TASK OBJECTIVE:
Each line of the entries below that holds "function" is needed, copied in full.

MATERIAL FOR THIS EXERCISE:
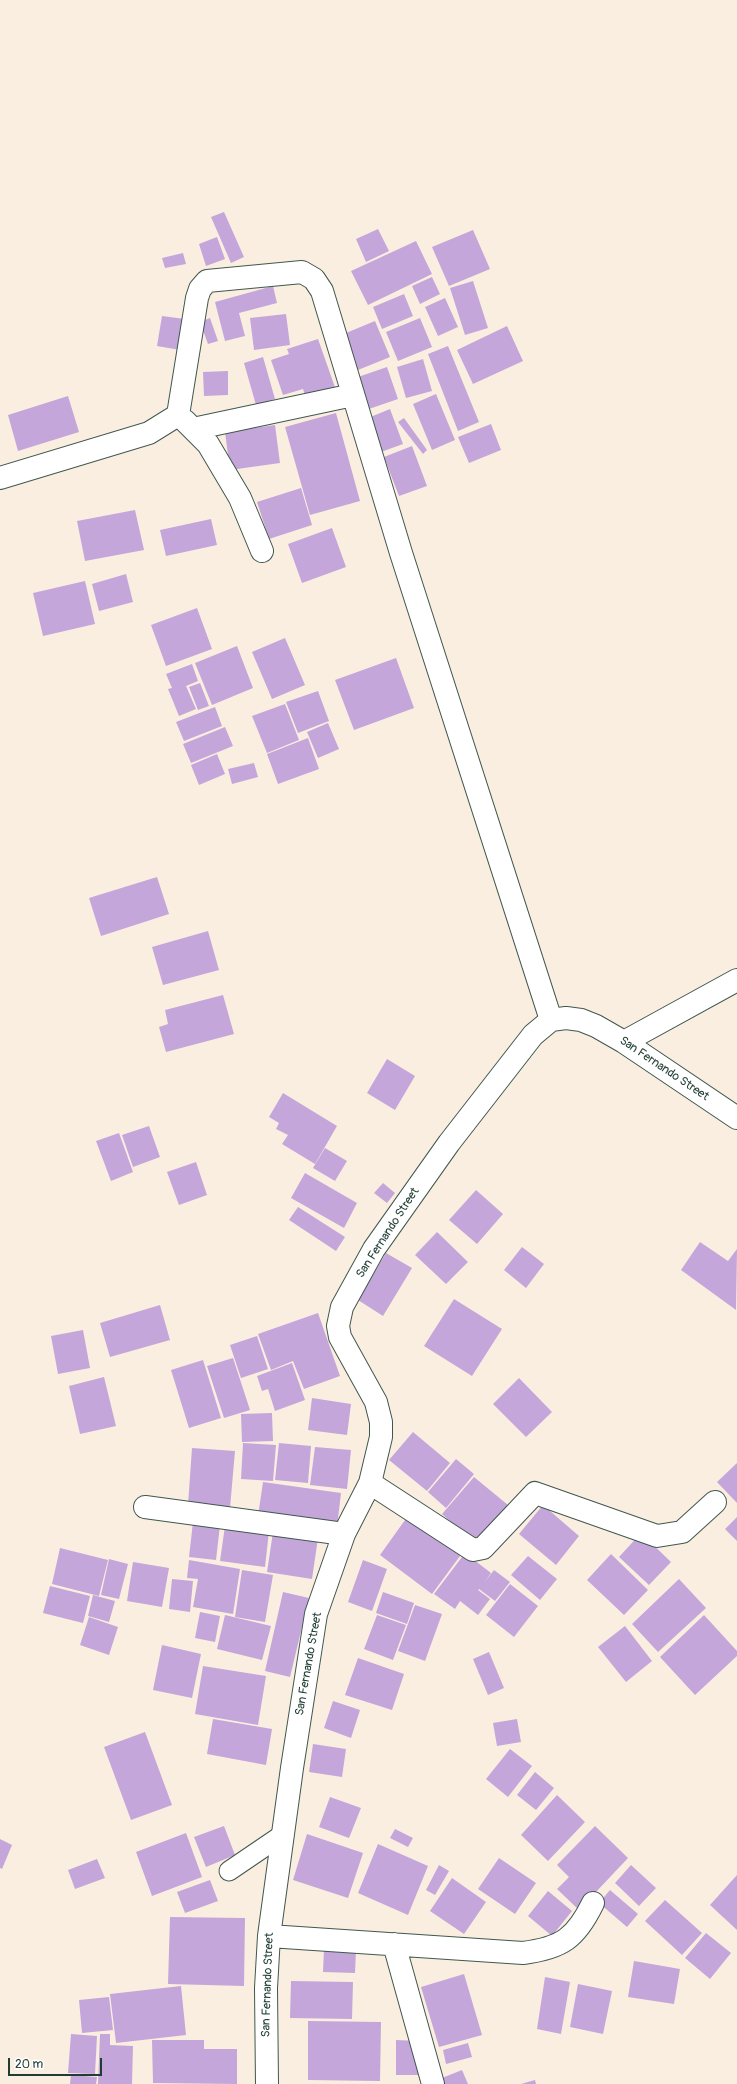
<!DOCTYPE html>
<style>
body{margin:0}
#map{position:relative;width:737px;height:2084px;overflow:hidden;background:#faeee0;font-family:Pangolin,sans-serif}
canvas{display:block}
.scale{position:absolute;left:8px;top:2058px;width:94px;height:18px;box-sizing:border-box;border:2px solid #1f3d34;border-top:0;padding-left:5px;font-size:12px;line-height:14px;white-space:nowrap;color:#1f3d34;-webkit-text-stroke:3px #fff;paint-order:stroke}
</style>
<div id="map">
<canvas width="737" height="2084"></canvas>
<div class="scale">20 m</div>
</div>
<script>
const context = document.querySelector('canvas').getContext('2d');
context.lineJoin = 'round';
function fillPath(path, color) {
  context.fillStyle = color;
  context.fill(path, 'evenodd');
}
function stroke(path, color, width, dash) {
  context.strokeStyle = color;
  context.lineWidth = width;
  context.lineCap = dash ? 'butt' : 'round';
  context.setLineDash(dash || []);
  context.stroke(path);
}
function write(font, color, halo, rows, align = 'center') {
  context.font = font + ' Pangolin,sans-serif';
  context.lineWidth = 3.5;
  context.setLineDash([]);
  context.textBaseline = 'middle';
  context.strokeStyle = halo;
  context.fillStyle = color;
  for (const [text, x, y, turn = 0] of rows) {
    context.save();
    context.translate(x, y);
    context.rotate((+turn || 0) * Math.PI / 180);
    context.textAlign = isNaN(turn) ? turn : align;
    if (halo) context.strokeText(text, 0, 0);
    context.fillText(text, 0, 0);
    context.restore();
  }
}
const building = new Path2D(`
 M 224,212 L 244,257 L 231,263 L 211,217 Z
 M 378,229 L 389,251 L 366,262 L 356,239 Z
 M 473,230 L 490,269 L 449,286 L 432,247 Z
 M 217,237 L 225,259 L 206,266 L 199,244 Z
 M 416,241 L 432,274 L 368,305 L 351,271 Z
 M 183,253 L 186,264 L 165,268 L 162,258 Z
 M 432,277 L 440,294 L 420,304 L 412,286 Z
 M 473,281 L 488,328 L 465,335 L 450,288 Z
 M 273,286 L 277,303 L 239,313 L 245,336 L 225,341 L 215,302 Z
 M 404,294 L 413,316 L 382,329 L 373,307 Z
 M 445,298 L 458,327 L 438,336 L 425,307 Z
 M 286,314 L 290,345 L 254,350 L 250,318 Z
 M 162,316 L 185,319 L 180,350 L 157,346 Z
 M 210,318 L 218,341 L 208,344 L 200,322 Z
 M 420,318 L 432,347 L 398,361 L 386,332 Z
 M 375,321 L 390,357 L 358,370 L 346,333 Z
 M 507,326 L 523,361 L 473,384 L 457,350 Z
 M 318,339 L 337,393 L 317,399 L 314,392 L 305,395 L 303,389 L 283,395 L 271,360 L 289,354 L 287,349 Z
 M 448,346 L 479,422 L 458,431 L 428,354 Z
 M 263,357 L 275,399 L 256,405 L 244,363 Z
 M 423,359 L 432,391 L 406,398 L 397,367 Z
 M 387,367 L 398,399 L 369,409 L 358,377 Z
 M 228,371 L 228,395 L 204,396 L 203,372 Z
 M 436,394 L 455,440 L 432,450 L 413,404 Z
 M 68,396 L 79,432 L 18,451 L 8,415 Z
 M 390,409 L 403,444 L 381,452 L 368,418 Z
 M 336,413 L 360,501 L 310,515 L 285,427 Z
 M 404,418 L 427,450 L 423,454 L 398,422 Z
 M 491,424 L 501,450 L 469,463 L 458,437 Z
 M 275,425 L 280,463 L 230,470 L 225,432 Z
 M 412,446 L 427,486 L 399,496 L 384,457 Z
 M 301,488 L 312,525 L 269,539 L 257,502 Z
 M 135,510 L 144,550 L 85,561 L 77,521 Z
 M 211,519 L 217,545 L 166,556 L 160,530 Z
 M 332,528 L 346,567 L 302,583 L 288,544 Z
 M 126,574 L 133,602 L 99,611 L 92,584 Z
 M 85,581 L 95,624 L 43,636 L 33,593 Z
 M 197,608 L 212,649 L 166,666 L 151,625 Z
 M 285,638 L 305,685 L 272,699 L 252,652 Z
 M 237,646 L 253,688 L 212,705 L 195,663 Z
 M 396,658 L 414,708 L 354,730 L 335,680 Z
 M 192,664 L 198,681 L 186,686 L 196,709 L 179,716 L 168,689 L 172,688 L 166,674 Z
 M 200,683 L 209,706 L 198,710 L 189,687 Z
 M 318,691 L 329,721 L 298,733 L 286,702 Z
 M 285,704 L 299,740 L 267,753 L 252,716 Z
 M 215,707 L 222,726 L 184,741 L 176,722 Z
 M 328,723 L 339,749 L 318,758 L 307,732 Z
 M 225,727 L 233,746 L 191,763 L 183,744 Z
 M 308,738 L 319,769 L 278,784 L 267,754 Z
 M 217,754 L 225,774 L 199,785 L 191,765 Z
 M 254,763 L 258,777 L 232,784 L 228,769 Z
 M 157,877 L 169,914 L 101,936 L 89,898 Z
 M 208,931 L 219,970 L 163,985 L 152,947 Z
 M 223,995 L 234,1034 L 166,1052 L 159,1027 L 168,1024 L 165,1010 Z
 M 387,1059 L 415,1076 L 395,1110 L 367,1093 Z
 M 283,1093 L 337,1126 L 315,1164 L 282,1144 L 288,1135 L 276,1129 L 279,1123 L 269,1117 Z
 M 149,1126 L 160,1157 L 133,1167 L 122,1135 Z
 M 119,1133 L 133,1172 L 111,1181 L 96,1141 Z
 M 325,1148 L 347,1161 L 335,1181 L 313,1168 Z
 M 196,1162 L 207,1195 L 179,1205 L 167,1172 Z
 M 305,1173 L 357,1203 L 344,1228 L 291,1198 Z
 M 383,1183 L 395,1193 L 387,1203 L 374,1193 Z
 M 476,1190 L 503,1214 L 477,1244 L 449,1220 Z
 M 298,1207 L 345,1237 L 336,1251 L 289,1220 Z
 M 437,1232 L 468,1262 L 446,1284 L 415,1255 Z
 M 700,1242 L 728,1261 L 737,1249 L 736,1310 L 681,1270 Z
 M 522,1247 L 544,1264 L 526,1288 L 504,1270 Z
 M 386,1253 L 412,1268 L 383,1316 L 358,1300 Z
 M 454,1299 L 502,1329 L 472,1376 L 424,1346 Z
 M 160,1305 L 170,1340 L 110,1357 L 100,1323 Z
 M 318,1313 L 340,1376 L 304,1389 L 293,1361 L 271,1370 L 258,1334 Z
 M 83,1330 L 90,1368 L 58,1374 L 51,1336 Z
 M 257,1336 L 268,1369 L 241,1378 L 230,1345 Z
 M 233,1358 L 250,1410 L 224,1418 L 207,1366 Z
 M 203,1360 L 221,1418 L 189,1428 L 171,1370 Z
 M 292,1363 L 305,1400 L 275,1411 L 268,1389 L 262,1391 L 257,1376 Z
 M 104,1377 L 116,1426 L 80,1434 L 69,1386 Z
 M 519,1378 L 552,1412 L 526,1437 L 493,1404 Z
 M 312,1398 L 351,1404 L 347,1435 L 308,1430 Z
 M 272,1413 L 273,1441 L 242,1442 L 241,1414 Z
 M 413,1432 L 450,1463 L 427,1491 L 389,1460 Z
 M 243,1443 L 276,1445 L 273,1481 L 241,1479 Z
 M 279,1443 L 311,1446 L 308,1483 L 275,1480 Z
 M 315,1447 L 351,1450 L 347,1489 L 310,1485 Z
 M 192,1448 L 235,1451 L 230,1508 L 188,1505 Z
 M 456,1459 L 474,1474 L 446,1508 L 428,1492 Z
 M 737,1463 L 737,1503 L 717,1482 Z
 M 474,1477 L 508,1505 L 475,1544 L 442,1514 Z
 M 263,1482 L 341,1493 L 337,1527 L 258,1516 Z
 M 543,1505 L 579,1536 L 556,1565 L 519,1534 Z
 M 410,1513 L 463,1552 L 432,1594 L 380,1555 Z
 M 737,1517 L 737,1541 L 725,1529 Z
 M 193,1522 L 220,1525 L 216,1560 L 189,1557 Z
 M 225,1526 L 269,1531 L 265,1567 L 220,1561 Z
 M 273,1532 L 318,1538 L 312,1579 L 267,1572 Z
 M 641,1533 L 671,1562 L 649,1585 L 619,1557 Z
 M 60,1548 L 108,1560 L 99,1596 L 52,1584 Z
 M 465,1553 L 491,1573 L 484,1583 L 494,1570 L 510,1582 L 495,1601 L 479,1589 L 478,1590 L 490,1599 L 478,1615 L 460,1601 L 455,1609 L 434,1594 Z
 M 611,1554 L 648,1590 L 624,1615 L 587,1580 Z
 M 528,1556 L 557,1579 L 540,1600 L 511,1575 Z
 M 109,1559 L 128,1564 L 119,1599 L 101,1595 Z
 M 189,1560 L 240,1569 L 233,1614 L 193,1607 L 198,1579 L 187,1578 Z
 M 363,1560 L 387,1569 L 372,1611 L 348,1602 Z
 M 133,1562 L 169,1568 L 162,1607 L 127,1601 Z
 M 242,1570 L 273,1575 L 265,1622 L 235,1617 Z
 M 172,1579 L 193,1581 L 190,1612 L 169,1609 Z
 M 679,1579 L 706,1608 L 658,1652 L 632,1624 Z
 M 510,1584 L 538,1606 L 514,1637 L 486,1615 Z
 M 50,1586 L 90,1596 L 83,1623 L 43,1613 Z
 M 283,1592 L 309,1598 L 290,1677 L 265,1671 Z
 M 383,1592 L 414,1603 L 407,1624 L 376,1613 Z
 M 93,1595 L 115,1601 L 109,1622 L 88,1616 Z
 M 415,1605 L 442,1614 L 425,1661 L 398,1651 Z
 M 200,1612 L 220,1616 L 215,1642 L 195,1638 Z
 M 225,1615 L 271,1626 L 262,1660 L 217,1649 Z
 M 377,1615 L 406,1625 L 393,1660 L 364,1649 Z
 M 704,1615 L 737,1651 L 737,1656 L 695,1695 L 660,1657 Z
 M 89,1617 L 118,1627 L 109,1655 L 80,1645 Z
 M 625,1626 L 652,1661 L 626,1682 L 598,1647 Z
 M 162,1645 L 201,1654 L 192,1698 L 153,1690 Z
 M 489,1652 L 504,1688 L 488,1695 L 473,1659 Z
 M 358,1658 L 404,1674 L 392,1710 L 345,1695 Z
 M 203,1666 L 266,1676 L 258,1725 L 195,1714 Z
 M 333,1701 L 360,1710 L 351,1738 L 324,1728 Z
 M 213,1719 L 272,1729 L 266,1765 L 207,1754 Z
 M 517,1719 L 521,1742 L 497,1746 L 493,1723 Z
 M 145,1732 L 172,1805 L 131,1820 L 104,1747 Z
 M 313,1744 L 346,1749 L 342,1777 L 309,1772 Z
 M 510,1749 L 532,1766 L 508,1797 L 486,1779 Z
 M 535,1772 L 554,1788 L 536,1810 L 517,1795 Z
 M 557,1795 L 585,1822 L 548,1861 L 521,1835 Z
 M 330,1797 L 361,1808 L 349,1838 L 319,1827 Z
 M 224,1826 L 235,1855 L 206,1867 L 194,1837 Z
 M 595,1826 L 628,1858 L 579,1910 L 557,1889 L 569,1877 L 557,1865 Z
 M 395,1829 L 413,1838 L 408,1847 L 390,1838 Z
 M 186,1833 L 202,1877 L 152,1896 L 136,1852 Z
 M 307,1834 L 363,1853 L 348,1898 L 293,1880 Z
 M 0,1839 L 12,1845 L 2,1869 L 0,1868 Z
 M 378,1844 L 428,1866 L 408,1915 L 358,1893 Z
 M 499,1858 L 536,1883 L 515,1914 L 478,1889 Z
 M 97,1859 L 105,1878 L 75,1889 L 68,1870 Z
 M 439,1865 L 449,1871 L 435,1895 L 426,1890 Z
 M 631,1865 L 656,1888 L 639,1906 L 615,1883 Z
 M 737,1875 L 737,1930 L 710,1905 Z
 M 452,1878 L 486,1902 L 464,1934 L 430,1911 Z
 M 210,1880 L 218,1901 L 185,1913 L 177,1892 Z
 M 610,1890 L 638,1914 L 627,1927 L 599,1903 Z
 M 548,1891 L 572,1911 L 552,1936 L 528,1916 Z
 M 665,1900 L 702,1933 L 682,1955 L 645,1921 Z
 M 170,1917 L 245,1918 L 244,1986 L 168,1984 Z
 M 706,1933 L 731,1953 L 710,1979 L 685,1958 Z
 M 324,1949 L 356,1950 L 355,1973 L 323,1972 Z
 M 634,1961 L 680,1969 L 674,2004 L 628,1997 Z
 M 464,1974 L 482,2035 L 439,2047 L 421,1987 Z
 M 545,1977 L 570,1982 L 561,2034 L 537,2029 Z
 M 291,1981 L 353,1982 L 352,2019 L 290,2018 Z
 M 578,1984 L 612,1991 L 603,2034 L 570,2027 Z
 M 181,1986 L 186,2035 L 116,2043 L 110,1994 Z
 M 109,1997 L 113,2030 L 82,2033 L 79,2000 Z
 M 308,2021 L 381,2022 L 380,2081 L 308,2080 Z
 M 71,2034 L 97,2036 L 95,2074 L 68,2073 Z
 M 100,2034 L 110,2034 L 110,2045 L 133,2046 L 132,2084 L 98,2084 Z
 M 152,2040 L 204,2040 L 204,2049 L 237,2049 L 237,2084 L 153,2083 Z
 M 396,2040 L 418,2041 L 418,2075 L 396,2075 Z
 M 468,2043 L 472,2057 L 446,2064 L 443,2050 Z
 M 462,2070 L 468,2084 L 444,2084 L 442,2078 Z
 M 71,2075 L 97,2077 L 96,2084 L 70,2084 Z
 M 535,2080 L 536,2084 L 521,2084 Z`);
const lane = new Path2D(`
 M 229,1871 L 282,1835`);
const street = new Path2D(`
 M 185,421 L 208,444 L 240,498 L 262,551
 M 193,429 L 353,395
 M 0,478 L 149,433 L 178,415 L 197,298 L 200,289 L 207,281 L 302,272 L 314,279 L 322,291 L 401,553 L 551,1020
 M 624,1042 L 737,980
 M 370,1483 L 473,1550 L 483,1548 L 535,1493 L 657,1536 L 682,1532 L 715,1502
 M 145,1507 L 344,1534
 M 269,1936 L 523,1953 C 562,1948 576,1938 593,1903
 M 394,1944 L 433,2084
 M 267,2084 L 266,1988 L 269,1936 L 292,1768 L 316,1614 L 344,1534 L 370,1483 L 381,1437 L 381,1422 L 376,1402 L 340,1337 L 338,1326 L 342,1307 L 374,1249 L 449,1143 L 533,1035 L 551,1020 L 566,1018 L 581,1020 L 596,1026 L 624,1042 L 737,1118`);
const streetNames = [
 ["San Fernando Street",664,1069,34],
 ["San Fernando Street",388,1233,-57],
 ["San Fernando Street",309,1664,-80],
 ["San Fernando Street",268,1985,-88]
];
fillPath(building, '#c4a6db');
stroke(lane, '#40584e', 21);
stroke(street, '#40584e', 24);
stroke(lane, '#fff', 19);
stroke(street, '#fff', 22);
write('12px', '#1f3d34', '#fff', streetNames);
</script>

SOLUTION TO THE EXERCISE:
function fillPath(path, color) {
function stroke(path, color, width, dash) {
function write(font, color, halo, rows, align = 'center') {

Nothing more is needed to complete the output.